As cabin fever kicks in to overdrive, I have been scouring PInterest among other sites for ideas and insight on placing an owl house (or two) in my yard as we head in to spring. I live in what I consider decent habitat for barred owls in particular. Has any of you had experiences with owl houses that you could share ? Thanks


----------



## eucman (Jan 24, 2009)

Our experience with owls here involves screech owls using my wood duck nest boxes during the winter. Really inconsistant use; some days in one and some days the other. (two boxes are visible from the house) Other days no owls around....for week or so.

Use standard wood duck box plans. Not sure about use by other species of owls. Barred would require a whopper of a box.


----------



## CaseBones (Jan 28, 2010)

Funny, I was looking up plans for a cardinal box today, and came across this site. There is some good info and a nice free Ebook in pdf format with dimensions and plans for multiple types of boxes. It lists box sizes and mounting height. Personally, I quickly forgot about the cardinal and began wondering how to attract kestrels- there's a box plan for them too.

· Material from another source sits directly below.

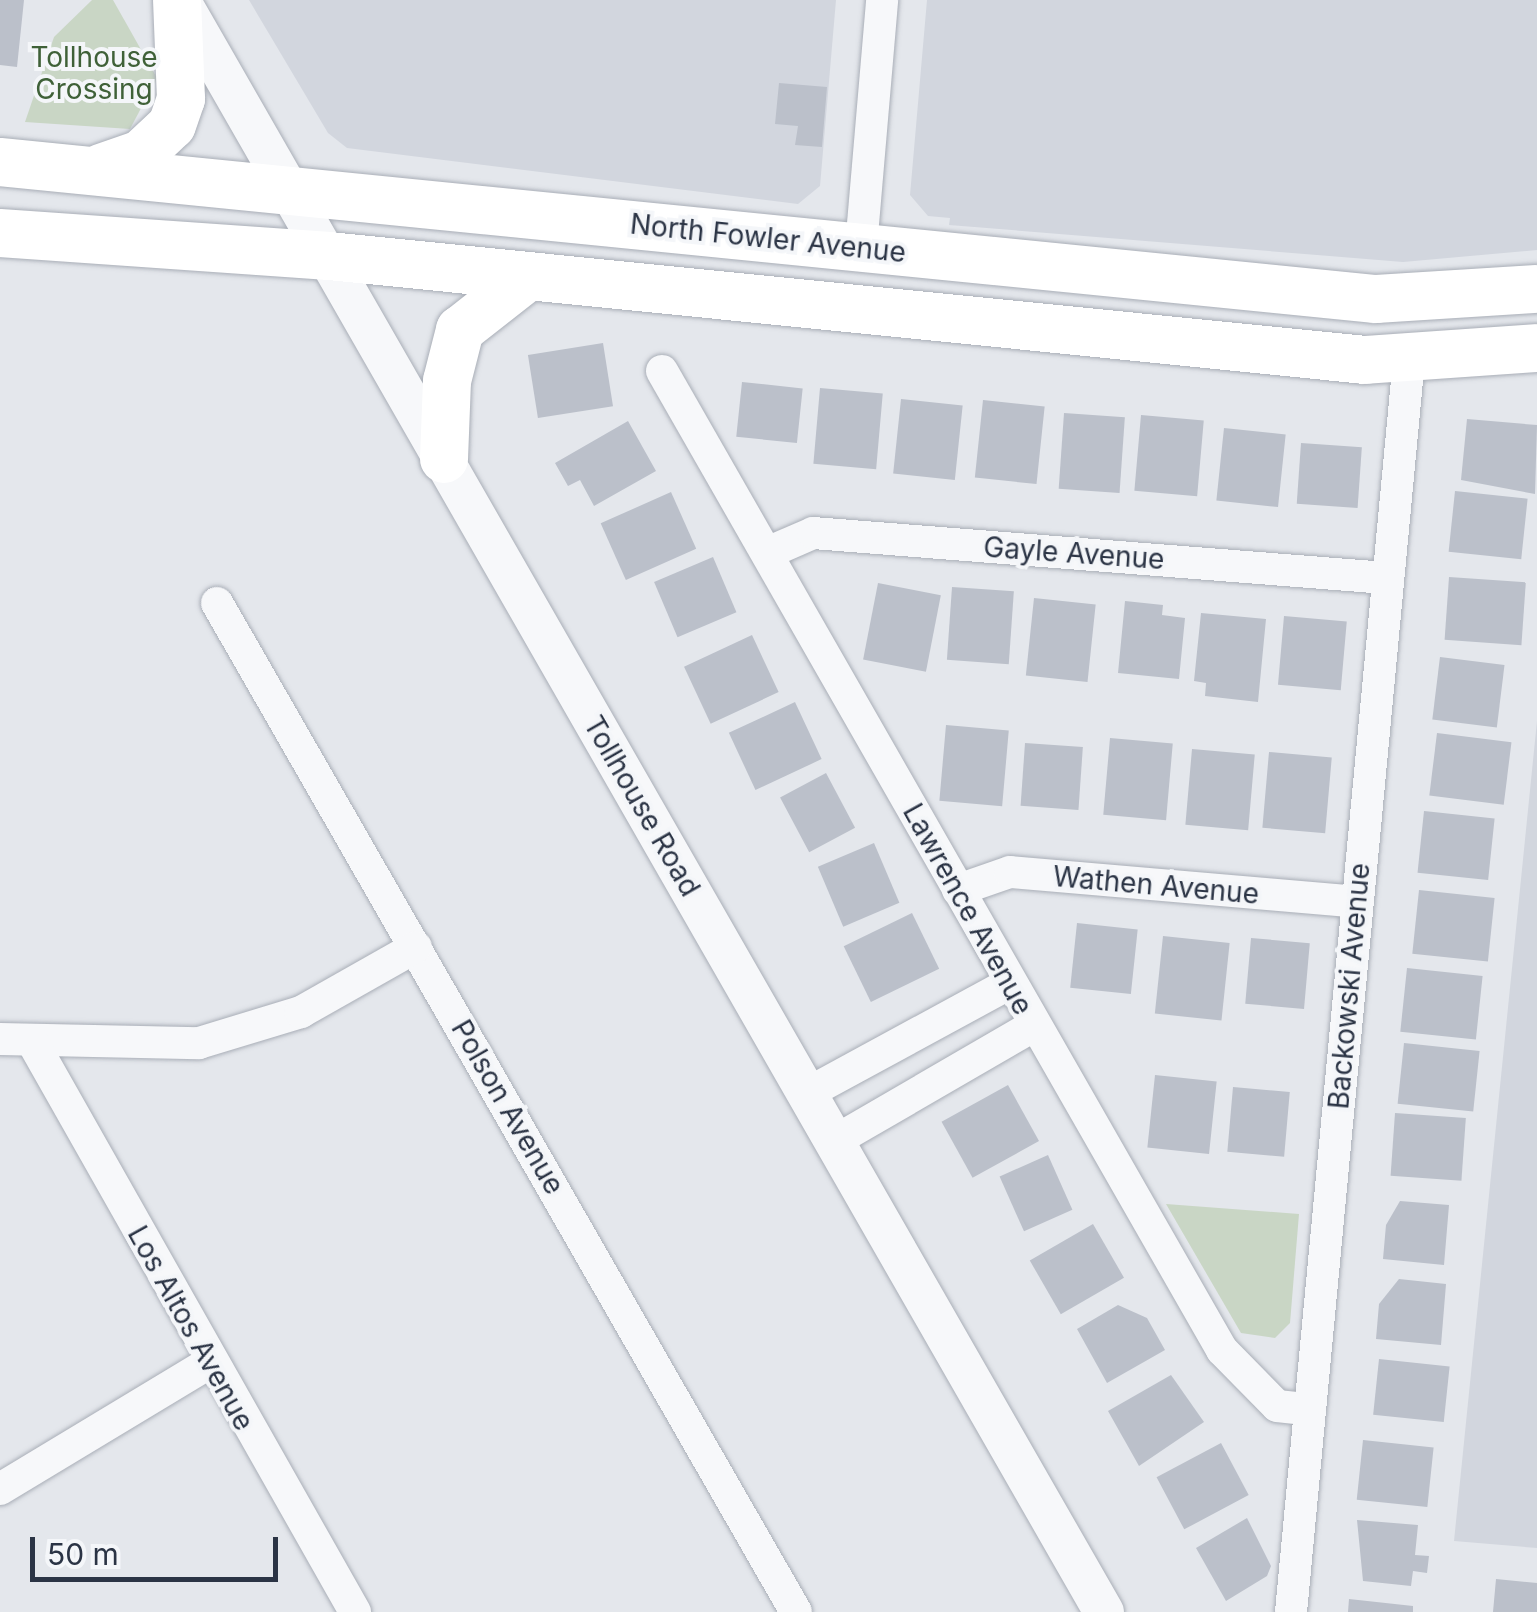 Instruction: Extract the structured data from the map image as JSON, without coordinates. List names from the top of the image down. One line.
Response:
{"streets":{"main road":["North Fowler Avenue"],"street":["Gayle Avenue","Tollhouse Road","Wathen Avenue","Lawrence Avenue","Backowski Avenue","Polson Avenue","Los Altos Avenue"]},"crossings":[["North Fowler Avenue","Tollhouse Road"],["Gayle Avenue","Lawrence Avenue"],["Gayle Avenue","Backowski Avenue"],["Wathen Avenue","Lawrence Avenue"],["Wathen Avenue","Backowski Avenue"],["Lawrence Avenue","Backowski Avenue"]],"parks":["Tollhouse Crossing"],"scale_bar":"50 m"}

http://www.thebirdersreport.com/resources/nest-box-birdhouse-plans


----------



## swampswede (Jun 6, 2010)

Thanks to both of you for your advice !


----------



## eucman (Jan 24, 2009)

CaseBones said:


> Funny, I was looking up plans for a cardinal box today, and came across this site. There is some good info and a nice free Ebook in pdf format with dimensions and plans for multiple types of boxes. It lists box sizes and mounting height. Personally, I quickly forgot about the cardinal and began wondering how to attract kestrels- there's a box plan for them too.
> 
> http://www.thebirdersreport.com/resources/nest-box-birdhouse-plans


We had kestrels in the boxes years ago. Our property has become a bit too brushy for their tastes. Also, they seemed to like the box higher up the tree. The ducks and owls will use it when mounted low enough to access with a small step ladder. That makes it a lot easier to maintain.

Mount on a pole with a predator guard to keep ***** and squirrels out. Starlings require the pellet gun treatment.


----------



## wintrrun (Jun 11, 2008)

eucman said:


> Our experience with owls here involves screech owls using my wood duck nest boxes during the winter. Really inconsistant use; some days in one and some days the other. (two boxes are visible from the house) Other days no owls around....for week or so.
> 
> Use standard wood duck box plans. Not sure about use by other species of owls. Barred would require a whopper of a box.


Thanks Eucman for the insight.
We have a couple resident ESO's that are currently nesting in a neighbors wood stove pipe on the side of his garage.
He's planning on tearing that garage down when the weather starts to turn and this thread reminded me of some possible alternatives to keeping the owls in the neighborhood.


----------